- **Available data**
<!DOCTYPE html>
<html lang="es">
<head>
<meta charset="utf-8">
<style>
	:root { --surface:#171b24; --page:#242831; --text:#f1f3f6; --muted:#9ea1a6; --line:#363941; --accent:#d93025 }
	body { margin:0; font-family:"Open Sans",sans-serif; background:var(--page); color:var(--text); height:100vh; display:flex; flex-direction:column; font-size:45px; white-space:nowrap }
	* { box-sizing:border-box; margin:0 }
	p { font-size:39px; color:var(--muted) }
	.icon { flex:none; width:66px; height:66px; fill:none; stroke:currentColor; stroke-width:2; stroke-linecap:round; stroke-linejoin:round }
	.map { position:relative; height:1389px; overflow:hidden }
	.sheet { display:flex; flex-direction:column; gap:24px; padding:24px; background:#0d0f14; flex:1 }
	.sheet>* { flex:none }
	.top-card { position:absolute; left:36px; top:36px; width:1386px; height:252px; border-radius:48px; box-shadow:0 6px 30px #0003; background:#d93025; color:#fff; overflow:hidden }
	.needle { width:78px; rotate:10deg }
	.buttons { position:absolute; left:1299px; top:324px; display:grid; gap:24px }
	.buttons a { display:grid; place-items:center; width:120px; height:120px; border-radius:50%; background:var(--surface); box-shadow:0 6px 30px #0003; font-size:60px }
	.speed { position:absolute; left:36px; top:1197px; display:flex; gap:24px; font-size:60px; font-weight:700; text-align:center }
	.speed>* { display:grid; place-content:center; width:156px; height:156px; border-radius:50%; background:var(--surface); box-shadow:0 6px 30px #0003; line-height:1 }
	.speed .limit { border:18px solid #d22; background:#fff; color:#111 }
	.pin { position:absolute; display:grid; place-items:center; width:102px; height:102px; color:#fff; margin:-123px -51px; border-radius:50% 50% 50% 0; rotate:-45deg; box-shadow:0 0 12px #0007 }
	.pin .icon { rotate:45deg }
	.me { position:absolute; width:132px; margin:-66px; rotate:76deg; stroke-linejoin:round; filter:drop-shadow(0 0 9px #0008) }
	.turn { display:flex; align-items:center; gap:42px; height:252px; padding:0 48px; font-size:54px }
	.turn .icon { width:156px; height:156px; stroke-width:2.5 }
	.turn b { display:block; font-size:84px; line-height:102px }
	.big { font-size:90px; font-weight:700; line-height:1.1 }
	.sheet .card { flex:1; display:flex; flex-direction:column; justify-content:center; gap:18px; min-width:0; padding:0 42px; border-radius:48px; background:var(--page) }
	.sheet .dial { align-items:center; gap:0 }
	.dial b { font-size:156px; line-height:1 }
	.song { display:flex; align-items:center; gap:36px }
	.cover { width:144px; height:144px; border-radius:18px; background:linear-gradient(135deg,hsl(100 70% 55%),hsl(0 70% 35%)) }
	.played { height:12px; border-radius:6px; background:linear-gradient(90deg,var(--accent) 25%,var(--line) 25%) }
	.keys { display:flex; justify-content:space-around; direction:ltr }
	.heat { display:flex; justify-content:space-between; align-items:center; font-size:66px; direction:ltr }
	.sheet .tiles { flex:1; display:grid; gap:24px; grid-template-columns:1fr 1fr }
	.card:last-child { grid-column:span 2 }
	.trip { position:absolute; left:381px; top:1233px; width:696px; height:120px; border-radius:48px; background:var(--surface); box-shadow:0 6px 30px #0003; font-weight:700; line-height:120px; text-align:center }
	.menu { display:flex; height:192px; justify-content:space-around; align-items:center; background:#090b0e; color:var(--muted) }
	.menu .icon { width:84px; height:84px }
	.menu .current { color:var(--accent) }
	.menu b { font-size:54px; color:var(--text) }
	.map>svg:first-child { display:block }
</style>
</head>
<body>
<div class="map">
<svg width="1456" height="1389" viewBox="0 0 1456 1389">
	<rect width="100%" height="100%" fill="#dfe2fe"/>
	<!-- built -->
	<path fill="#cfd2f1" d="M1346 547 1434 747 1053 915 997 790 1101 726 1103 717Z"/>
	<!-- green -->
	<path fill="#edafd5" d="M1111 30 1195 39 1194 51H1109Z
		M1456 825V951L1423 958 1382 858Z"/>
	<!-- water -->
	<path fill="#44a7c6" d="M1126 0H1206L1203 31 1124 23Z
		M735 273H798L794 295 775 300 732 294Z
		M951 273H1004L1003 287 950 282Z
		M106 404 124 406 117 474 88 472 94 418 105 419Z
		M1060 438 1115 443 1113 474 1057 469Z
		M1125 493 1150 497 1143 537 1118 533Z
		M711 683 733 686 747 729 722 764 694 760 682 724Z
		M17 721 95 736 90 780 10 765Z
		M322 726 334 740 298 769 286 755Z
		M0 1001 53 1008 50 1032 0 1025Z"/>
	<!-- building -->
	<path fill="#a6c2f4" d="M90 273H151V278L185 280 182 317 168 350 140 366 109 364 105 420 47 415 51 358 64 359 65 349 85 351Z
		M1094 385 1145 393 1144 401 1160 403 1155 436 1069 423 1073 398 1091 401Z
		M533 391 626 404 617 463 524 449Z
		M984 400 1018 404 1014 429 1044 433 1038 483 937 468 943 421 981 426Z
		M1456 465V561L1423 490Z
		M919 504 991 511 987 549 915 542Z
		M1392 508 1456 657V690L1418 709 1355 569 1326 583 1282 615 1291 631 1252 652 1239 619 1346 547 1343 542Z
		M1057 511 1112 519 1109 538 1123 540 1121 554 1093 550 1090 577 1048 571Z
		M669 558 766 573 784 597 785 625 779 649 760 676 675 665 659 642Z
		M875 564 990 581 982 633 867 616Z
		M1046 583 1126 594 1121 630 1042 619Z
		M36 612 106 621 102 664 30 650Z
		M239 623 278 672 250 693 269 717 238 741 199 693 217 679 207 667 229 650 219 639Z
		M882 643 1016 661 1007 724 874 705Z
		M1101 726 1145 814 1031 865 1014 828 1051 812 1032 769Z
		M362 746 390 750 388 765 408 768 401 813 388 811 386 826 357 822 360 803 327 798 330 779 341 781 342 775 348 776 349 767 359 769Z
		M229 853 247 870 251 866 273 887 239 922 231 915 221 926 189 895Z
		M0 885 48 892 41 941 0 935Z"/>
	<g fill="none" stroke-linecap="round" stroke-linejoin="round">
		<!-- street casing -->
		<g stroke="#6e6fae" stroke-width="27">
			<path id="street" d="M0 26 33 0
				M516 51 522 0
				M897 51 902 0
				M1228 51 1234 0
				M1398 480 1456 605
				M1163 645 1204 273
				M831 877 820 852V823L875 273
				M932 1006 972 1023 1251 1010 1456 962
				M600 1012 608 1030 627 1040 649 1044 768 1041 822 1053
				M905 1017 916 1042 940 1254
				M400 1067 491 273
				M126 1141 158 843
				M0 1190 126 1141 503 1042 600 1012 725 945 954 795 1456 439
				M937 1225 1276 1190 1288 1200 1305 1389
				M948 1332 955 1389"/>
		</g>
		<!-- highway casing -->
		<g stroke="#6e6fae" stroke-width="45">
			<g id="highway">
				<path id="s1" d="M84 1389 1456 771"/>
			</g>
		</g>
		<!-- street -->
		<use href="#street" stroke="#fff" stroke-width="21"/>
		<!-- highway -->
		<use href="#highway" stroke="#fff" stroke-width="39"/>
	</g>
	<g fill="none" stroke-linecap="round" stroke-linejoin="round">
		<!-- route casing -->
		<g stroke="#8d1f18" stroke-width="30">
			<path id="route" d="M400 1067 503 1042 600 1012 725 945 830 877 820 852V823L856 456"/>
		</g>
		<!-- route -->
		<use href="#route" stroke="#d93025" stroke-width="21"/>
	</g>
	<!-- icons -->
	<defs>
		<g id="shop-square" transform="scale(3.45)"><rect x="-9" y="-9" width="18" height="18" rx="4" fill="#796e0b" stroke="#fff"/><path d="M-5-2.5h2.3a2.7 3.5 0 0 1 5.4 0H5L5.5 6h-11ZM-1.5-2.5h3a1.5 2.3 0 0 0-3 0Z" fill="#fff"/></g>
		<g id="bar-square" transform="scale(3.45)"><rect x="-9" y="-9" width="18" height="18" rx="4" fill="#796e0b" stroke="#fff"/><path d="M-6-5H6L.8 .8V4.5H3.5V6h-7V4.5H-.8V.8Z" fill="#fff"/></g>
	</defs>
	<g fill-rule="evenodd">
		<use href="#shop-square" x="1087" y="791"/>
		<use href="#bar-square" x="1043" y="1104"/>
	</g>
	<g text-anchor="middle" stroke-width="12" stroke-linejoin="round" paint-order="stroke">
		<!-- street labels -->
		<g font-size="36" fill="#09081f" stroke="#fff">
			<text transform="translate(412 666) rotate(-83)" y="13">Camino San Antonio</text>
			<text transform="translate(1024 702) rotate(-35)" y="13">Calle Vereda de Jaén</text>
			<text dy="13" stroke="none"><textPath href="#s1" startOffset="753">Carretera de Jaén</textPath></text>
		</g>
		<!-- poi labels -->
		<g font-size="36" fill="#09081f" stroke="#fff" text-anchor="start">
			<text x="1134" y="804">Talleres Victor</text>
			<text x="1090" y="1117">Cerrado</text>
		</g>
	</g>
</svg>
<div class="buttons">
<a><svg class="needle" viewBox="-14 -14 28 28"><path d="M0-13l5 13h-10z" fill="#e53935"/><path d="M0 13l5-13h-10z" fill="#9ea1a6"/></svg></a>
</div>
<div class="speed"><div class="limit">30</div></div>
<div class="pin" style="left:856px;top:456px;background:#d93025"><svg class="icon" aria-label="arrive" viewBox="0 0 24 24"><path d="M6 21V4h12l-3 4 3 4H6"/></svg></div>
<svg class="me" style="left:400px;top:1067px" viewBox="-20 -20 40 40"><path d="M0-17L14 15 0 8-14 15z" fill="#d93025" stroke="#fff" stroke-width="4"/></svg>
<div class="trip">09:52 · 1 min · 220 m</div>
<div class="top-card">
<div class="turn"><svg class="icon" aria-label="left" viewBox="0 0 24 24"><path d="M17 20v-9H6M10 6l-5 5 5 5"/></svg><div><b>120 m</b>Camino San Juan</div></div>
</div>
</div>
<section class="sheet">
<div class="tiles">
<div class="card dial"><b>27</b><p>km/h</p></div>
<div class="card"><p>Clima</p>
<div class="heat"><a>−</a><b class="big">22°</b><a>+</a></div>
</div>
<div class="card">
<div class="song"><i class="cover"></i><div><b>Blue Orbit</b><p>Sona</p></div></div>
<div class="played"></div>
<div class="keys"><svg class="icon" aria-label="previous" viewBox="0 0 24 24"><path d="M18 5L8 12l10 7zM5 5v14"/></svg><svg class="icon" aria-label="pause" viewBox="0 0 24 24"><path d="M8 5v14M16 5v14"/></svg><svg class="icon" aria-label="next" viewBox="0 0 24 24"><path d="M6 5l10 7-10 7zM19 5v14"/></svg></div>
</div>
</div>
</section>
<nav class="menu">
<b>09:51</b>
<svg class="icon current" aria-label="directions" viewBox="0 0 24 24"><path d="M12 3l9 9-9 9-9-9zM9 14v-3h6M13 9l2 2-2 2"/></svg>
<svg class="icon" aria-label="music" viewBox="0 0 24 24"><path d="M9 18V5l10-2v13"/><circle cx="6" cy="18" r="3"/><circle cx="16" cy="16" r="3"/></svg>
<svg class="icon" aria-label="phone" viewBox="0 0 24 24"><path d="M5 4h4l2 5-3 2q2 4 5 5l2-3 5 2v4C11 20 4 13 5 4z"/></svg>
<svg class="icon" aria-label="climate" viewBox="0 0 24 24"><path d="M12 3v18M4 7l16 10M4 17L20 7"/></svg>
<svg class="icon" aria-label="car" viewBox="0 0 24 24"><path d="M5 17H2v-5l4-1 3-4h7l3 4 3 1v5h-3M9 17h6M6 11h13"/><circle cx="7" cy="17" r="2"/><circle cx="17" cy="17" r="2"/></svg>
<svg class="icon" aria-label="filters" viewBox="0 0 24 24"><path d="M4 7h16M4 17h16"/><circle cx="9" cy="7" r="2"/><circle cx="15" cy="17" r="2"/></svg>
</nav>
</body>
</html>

* * *

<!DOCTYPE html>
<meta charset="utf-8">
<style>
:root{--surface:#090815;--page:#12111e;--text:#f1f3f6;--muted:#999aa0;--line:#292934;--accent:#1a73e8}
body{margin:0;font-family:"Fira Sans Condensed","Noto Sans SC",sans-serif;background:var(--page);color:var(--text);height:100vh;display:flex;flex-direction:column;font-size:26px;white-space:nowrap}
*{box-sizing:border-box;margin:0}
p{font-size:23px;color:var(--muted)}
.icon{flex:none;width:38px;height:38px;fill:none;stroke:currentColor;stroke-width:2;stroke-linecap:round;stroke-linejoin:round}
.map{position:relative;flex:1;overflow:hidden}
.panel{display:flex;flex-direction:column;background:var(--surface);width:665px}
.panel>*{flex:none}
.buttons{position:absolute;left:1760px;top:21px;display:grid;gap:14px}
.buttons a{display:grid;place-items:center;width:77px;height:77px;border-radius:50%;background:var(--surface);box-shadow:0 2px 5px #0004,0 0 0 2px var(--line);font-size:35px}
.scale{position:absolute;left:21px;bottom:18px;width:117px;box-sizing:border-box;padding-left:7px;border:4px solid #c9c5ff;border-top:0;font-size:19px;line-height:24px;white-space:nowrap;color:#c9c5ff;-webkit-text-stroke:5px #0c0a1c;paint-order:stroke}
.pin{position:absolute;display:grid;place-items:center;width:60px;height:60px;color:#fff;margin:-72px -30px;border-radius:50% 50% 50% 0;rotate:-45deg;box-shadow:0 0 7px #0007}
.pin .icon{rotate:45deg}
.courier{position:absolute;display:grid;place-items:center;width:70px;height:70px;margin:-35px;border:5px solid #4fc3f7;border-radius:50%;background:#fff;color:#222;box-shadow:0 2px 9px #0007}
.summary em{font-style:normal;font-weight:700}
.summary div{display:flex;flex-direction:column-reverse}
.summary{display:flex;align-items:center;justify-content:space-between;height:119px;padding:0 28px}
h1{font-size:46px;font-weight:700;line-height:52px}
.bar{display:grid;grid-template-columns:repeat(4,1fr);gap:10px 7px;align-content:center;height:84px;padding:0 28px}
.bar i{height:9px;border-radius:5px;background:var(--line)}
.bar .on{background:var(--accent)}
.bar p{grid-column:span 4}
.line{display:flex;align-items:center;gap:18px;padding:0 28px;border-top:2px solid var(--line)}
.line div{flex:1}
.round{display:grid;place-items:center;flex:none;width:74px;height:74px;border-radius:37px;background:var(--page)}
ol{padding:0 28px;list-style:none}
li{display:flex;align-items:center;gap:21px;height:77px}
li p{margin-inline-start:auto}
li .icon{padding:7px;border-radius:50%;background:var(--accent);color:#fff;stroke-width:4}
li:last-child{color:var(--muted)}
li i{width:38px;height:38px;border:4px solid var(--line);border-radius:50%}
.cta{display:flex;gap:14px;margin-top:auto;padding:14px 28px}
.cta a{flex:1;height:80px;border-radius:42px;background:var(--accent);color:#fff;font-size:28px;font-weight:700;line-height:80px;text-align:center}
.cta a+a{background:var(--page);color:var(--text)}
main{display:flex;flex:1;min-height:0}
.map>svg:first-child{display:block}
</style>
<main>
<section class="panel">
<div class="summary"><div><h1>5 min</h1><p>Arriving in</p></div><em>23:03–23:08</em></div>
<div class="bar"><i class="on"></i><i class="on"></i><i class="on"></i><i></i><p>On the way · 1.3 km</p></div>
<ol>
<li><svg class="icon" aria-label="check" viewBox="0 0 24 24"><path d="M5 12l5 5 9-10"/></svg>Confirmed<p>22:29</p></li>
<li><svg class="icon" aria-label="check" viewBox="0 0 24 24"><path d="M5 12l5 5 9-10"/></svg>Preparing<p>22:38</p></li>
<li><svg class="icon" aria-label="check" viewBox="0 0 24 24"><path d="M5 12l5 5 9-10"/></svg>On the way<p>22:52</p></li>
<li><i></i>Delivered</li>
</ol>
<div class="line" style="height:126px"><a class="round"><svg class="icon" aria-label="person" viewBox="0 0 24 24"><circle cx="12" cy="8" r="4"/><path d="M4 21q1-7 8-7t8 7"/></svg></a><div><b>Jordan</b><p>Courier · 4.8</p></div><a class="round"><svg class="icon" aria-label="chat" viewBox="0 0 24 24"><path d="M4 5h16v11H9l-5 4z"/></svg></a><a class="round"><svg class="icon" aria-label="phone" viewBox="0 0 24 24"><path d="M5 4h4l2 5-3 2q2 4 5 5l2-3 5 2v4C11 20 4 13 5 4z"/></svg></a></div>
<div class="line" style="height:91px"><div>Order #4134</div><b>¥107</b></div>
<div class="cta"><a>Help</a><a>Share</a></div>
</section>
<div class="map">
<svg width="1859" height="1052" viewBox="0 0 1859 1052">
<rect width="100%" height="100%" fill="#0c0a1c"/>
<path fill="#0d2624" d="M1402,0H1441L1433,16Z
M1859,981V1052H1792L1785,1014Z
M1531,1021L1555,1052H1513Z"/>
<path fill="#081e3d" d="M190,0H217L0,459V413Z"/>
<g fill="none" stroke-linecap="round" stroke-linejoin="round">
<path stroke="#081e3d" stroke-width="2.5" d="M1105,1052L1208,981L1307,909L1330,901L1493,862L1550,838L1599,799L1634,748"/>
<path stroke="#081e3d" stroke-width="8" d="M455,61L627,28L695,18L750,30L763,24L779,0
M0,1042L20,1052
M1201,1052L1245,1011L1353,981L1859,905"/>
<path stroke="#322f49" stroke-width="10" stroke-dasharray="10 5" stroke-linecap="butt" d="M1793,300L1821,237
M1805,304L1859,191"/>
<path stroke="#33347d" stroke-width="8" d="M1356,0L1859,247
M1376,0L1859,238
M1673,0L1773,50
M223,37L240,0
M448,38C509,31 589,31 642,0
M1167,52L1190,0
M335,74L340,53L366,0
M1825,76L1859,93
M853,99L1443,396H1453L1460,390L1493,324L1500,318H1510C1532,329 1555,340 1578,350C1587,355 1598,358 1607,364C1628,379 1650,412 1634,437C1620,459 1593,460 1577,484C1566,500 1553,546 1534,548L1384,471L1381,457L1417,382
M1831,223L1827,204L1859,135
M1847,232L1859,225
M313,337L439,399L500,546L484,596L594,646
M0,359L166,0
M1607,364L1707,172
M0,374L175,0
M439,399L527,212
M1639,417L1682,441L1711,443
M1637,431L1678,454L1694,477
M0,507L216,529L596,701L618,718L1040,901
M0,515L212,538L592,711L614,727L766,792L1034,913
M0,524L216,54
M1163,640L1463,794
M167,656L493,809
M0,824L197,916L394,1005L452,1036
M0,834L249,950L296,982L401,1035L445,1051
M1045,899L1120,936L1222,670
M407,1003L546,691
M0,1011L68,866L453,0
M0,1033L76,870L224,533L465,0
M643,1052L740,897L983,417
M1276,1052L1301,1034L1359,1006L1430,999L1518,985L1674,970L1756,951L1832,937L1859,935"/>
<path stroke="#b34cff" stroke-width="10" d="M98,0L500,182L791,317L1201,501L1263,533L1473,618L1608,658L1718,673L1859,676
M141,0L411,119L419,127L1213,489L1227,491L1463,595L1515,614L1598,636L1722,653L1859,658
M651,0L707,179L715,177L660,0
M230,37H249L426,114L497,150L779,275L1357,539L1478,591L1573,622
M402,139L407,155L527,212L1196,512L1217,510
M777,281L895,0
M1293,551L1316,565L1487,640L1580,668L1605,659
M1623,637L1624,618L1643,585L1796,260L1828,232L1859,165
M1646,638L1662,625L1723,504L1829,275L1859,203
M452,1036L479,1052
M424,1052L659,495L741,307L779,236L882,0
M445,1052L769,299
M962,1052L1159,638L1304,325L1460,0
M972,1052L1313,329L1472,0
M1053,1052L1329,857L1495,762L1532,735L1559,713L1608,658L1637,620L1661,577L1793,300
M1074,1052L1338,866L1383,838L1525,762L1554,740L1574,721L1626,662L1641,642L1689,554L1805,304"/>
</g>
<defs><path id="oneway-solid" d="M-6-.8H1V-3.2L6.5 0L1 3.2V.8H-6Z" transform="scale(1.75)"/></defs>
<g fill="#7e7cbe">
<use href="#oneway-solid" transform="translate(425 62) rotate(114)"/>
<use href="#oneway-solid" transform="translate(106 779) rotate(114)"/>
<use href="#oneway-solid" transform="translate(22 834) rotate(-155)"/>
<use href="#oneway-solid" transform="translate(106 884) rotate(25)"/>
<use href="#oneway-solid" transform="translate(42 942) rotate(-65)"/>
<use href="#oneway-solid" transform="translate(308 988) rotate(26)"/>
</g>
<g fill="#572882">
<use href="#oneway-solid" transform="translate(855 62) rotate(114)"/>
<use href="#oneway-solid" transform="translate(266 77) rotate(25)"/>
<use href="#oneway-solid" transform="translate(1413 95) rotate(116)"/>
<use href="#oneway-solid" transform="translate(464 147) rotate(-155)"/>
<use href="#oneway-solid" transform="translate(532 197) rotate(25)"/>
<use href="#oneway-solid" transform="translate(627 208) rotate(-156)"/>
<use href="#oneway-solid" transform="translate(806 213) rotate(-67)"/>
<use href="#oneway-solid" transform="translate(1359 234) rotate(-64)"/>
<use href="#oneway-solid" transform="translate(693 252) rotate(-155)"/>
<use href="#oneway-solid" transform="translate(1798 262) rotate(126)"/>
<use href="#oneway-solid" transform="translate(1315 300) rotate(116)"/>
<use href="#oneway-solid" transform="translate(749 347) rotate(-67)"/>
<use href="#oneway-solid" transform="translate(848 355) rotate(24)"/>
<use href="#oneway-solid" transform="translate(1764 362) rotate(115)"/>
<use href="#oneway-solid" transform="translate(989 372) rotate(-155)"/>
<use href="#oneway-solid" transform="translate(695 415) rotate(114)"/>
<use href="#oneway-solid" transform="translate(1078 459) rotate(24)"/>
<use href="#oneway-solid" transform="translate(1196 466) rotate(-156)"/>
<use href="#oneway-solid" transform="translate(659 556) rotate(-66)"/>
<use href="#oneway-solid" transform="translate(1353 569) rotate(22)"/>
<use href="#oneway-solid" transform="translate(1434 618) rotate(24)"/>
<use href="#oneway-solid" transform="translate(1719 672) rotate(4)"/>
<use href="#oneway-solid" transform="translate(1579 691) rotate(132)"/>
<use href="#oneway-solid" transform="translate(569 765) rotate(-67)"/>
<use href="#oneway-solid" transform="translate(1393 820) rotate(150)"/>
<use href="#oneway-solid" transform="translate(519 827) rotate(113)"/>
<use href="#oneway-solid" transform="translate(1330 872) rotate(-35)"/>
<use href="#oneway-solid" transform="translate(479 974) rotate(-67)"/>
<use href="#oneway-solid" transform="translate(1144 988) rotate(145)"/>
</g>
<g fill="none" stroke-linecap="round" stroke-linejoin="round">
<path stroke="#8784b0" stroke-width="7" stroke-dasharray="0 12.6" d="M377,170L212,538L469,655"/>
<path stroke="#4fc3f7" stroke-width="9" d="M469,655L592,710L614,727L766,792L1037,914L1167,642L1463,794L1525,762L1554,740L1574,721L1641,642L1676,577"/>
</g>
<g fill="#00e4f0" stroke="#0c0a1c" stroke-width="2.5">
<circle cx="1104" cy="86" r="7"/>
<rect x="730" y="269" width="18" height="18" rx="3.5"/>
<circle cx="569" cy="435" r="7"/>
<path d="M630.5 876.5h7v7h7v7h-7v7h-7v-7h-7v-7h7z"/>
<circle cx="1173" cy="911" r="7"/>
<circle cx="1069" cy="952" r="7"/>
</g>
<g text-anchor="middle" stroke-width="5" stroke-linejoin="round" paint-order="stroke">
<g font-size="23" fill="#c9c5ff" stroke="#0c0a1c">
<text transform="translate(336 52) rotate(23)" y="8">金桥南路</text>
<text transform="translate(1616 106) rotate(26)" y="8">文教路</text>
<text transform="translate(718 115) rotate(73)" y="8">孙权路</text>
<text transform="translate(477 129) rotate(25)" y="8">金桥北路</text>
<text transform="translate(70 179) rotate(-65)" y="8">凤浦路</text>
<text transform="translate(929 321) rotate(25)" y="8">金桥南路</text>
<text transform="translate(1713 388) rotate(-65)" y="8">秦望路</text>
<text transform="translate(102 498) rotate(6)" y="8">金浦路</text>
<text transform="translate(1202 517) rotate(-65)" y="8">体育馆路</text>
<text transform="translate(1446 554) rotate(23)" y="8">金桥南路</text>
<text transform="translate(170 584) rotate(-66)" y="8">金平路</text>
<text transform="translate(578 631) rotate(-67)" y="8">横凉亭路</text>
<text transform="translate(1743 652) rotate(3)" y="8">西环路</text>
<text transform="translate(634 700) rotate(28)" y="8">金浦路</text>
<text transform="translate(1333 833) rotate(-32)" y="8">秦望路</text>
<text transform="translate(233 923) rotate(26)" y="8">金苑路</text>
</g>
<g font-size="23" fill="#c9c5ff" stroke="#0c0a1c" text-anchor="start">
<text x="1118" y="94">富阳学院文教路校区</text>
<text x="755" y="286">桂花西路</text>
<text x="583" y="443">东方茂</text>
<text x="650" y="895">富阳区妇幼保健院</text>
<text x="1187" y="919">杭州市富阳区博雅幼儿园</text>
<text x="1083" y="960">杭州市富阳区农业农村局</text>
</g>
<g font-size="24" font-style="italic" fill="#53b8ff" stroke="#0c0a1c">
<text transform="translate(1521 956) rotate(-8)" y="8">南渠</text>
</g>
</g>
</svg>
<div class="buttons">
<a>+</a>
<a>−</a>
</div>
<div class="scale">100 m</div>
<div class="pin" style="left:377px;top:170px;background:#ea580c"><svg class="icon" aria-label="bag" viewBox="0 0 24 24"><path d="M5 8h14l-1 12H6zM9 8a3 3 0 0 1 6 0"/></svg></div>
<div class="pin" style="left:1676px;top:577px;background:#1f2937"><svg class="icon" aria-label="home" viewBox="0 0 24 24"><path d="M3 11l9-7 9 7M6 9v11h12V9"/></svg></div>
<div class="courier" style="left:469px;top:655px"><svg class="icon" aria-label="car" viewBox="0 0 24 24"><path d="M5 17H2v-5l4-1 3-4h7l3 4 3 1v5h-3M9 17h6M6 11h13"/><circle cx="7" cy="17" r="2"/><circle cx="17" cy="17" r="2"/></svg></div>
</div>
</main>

- **Work to complete**
Search the data for the string "speed". List each line that has it.

- **Expected answer**
	.speed { position:absolute; left:36px; top:1197px; display:flex; gap:24px; font-size:60px; font-weight:700; text-align:center }
	.speed>* { display:grid; place-content:center; width:156px; height:156px; border-radius:50%; background:var(--surface); box-shadow:0 6px 30px #0003; line-height:1 }
	.speed .limit { border:18px solid #d22; background:#fff; color:#111 }
<div class="speed"><div class="limit">30</div></div>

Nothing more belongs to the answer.